*** Opening of SOURCE DATA ***
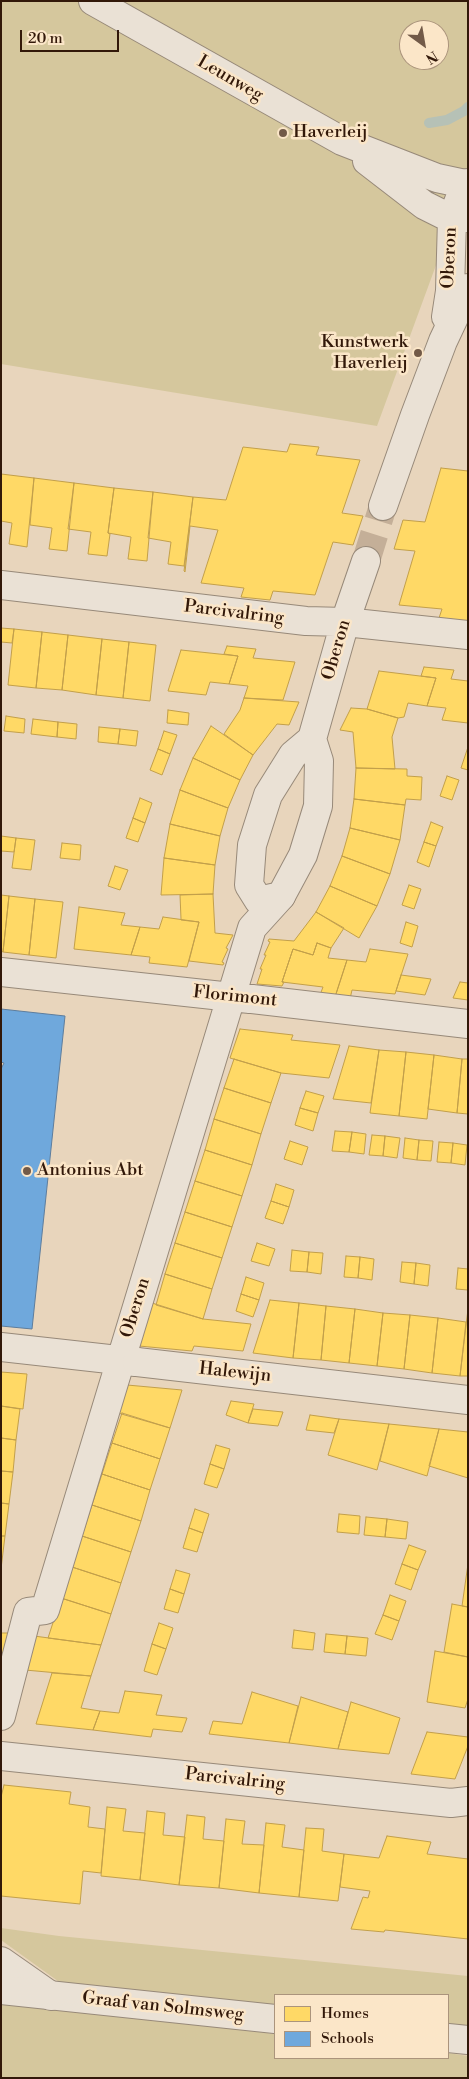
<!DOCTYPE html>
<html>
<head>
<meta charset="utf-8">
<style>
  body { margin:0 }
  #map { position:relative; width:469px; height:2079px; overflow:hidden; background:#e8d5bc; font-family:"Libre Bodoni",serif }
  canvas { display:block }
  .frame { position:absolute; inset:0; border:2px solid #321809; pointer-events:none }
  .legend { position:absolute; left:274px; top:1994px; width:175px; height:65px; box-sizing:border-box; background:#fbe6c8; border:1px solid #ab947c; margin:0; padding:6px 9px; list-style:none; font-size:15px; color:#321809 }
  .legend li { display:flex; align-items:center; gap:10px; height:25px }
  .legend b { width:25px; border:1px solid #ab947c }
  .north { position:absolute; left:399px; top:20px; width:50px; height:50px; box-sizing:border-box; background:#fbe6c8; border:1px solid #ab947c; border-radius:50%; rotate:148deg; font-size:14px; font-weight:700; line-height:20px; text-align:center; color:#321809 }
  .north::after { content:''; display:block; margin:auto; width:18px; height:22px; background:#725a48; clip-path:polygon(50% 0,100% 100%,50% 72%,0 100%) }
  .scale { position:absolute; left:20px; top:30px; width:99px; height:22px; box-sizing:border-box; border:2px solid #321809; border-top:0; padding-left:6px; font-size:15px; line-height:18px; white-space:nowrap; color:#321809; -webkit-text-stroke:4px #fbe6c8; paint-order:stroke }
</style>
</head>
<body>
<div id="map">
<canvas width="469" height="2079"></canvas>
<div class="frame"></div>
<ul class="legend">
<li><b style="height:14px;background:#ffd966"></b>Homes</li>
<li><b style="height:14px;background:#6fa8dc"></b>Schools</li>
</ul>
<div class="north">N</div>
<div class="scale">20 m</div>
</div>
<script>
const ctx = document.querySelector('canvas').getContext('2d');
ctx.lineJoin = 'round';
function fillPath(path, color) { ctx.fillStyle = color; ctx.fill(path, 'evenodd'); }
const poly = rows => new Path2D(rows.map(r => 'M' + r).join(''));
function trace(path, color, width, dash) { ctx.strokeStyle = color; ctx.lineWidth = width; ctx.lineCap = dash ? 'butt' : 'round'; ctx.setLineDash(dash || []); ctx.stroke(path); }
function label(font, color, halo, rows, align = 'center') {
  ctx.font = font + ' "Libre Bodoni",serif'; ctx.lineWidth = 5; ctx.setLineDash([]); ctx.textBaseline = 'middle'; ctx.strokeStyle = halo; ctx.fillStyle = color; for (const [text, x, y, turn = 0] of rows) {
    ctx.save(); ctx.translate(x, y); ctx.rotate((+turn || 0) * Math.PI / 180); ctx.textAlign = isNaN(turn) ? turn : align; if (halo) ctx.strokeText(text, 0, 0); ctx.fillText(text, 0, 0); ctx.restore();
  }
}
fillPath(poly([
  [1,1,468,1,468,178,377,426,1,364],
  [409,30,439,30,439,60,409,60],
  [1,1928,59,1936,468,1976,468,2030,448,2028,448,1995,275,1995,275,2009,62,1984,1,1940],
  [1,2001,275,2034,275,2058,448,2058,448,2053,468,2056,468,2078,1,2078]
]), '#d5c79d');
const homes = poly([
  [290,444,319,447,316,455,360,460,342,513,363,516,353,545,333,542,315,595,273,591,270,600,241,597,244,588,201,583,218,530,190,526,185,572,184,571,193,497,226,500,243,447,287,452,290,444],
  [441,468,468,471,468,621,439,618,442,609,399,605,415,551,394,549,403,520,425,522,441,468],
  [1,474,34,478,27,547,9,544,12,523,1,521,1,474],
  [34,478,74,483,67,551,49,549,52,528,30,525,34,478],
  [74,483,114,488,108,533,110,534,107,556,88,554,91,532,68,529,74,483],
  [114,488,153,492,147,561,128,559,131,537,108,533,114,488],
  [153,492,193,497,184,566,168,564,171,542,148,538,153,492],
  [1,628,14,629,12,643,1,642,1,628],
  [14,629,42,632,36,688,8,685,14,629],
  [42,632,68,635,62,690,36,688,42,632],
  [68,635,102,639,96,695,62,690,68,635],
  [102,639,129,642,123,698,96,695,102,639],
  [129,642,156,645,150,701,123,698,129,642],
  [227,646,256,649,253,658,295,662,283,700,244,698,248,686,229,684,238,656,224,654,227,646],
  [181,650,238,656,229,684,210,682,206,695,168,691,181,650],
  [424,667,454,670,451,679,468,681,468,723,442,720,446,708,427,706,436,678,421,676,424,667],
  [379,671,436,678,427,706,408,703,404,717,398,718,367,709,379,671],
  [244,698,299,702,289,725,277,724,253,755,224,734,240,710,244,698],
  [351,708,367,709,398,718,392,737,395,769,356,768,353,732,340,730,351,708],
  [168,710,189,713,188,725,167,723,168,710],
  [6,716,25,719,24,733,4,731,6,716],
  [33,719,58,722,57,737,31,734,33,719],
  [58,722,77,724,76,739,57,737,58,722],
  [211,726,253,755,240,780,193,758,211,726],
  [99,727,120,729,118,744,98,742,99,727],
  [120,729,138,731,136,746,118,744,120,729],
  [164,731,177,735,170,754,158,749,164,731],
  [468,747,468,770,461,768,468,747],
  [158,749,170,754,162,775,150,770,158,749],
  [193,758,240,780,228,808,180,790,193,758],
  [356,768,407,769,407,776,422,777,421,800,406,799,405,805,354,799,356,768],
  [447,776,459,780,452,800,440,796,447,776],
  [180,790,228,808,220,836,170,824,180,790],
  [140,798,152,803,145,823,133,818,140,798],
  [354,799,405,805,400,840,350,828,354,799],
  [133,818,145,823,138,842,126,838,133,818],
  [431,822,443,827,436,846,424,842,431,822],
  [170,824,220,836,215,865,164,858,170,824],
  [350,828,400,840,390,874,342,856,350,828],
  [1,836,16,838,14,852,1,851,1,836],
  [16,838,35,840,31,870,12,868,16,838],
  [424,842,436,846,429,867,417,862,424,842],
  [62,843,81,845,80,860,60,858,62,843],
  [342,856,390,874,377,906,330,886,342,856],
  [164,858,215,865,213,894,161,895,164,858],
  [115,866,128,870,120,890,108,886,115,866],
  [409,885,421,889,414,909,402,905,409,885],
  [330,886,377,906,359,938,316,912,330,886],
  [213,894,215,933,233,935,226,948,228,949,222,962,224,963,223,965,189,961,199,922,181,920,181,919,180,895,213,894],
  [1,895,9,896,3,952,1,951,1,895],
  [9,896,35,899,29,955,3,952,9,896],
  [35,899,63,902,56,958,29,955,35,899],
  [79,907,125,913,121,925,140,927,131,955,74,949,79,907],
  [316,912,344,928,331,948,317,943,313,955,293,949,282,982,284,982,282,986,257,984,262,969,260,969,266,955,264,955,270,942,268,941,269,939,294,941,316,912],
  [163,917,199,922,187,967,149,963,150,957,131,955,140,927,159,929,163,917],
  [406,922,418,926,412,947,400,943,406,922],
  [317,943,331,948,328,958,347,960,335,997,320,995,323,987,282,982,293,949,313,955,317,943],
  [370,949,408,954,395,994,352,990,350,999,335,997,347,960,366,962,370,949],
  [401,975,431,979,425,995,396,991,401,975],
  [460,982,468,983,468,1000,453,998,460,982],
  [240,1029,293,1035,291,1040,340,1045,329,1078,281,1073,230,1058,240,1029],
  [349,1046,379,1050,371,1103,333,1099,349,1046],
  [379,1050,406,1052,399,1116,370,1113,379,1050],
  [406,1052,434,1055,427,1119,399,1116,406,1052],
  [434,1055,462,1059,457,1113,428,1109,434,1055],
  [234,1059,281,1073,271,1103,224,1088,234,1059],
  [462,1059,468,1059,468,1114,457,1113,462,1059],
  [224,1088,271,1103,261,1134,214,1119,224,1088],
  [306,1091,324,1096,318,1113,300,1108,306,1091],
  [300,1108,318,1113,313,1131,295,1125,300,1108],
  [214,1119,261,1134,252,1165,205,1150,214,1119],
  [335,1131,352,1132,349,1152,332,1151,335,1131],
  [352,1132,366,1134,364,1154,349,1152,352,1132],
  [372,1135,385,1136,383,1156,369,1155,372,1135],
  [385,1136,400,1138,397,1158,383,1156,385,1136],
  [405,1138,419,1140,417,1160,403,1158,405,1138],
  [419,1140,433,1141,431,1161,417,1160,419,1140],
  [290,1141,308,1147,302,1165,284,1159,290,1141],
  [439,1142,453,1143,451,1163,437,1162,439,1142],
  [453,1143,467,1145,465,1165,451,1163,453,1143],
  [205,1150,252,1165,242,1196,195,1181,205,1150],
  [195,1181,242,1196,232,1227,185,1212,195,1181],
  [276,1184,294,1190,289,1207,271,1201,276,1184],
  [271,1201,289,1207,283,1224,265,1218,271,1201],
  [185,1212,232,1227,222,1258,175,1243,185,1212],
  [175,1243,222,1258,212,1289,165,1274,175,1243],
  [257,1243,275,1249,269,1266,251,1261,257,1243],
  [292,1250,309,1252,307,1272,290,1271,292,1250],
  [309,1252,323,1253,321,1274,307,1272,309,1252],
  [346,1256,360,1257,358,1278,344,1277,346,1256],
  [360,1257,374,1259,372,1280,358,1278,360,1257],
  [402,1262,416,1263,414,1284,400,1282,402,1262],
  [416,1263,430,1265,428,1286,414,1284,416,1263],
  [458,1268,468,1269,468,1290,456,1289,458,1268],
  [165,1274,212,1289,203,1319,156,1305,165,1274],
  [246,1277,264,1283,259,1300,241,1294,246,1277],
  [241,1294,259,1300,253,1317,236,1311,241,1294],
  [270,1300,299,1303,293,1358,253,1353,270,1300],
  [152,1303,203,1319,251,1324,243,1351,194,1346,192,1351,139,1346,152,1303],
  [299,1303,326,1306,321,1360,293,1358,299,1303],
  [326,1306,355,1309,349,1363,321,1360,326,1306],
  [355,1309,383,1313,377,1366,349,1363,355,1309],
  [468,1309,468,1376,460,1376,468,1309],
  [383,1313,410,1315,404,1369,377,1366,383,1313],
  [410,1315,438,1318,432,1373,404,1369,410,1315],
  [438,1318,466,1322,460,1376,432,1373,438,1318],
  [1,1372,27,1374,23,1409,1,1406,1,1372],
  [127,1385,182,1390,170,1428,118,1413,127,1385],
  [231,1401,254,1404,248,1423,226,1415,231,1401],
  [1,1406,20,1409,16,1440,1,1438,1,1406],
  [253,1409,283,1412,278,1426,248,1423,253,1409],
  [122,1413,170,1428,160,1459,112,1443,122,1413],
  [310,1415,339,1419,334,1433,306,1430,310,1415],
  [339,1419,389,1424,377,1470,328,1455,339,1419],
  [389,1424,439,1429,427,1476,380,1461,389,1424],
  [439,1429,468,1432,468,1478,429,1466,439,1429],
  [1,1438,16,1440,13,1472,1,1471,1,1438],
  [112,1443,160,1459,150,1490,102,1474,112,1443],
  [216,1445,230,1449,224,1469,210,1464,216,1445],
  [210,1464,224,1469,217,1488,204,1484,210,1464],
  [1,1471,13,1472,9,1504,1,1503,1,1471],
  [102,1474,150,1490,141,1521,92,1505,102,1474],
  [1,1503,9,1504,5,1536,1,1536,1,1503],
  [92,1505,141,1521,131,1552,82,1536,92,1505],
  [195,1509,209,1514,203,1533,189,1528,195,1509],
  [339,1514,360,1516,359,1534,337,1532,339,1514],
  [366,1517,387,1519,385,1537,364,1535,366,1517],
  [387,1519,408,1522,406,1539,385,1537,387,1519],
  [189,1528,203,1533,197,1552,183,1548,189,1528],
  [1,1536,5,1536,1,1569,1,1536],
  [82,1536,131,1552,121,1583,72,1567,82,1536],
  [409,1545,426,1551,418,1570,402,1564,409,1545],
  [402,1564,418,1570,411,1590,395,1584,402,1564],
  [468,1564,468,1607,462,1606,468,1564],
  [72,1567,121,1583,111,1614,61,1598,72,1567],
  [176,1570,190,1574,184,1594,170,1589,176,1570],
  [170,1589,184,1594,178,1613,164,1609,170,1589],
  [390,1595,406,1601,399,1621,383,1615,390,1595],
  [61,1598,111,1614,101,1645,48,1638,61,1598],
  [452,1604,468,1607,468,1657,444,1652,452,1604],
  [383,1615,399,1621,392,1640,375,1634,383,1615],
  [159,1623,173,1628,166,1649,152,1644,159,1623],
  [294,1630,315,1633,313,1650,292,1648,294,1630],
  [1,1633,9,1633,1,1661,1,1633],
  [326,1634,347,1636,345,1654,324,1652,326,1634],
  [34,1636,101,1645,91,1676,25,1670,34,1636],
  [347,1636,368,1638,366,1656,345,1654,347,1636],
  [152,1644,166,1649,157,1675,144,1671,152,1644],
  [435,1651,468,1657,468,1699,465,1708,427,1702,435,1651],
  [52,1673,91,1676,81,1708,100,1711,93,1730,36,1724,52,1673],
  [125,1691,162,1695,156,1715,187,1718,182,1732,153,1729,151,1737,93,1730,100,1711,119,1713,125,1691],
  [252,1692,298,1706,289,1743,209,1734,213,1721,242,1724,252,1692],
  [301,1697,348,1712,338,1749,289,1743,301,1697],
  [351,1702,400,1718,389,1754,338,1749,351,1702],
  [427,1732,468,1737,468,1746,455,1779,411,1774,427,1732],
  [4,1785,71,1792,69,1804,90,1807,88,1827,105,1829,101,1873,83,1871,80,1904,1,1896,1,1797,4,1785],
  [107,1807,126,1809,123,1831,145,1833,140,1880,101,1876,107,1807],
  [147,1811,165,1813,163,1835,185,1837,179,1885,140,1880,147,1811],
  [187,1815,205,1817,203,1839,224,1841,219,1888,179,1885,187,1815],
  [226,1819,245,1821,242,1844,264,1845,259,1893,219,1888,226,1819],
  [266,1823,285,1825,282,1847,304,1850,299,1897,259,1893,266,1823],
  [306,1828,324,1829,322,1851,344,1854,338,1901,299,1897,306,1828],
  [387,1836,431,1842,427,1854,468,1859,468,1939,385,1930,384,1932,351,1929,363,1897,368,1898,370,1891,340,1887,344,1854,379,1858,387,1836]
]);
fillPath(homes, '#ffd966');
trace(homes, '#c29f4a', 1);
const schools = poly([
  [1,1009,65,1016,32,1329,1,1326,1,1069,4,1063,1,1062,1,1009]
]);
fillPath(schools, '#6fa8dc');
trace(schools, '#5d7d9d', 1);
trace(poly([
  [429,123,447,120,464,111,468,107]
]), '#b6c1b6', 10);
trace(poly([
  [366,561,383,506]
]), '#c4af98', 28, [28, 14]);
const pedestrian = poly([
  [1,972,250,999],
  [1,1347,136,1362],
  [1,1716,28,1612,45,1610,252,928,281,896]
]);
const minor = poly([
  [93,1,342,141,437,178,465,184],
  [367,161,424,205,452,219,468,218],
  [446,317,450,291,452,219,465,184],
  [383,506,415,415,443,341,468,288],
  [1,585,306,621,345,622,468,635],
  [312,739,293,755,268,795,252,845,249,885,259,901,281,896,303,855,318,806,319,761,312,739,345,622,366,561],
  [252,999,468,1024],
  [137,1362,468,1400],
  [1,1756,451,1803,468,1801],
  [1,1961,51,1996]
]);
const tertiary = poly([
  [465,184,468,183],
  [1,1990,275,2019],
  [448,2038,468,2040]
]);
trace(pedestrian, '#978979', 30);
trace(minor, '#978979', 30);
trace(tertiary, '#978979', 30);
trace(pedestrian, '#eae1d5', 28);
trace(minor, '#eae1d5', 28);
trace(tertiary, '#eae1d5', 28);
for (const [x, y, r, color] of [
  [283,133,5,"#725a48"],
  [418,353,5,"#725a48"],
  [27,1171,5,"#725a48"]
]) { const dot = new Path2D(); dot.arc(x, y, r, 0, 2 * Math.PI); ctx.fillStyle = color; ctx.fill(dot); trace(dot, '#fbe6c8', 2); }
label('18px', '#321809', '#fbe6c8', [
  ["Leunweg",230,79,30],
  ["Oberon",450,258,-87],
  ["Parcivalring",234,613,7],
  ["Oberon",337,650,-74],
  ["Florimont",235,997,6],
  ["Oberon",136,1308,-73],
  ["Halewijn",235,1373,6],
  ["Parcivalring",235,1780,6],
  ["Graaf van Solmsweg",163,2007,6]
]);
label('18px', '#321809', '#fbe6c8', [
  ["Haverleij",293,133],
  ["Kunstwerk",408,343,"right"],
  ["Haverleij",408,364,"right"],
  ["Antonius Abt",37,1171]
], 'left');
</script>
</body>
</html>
*** Close of SOURCE DATA ***
• **TASK OBJECTIVE**:
Go through the material and copy every line in which the word "strokeStyle" occurs.

• **RESPONSE TO THIS EXERCISE**:
function trace(path, color, width, dash) { ctx.strokeStyle = color; ctx.lineWidth = width; ctx.lineCap = dash ? 'butt' : 'round'; ctx.setLineDash(dash || []); ctx.stroke(path); }
  ctx.font = font + ' "Libre Bodoni",serif'; ctx.lineWidth = 5; ctx.setLineDash([]); ctx.textBaseline = 'middle'; ctx.strokeStyle = halo; ctx.fillStyle = color; for (const [text, x, y, turn = 0] of rows) {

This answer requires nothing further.